- **Exercise requirements**: Give back the full listing exactly as it appears below.

- **Data shown**:
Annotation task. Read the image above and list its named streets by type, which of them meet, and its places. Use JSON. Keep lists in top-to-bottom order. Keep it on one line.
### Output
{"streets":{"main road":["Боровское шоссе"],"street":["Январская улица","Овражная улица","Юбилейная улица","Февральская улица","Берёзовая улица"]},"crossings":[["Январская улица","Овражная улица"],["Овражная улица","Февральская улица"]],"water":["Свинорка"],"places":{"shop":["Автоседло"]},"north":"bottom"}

- **Output for this task**:
Annotation task. Read the image above and list its named streets by type, which of them meet, and its places. Use JSON. Keep lists in top-to-bottom order. Keep it on one line.
### Output
{"streets":{"main road":["Боровское шоссе"],"street":["Январская улица","Овражная улица","Юбилейная улица","Февральская улица","Берёзовая улица"]},"crossings":[["Январская улица","Овражная улица"],["Овражная улица","Февральская улица"]],"water":["Свинорка"],"places":{"shop":["Автоседло"]},"north":"bottom"}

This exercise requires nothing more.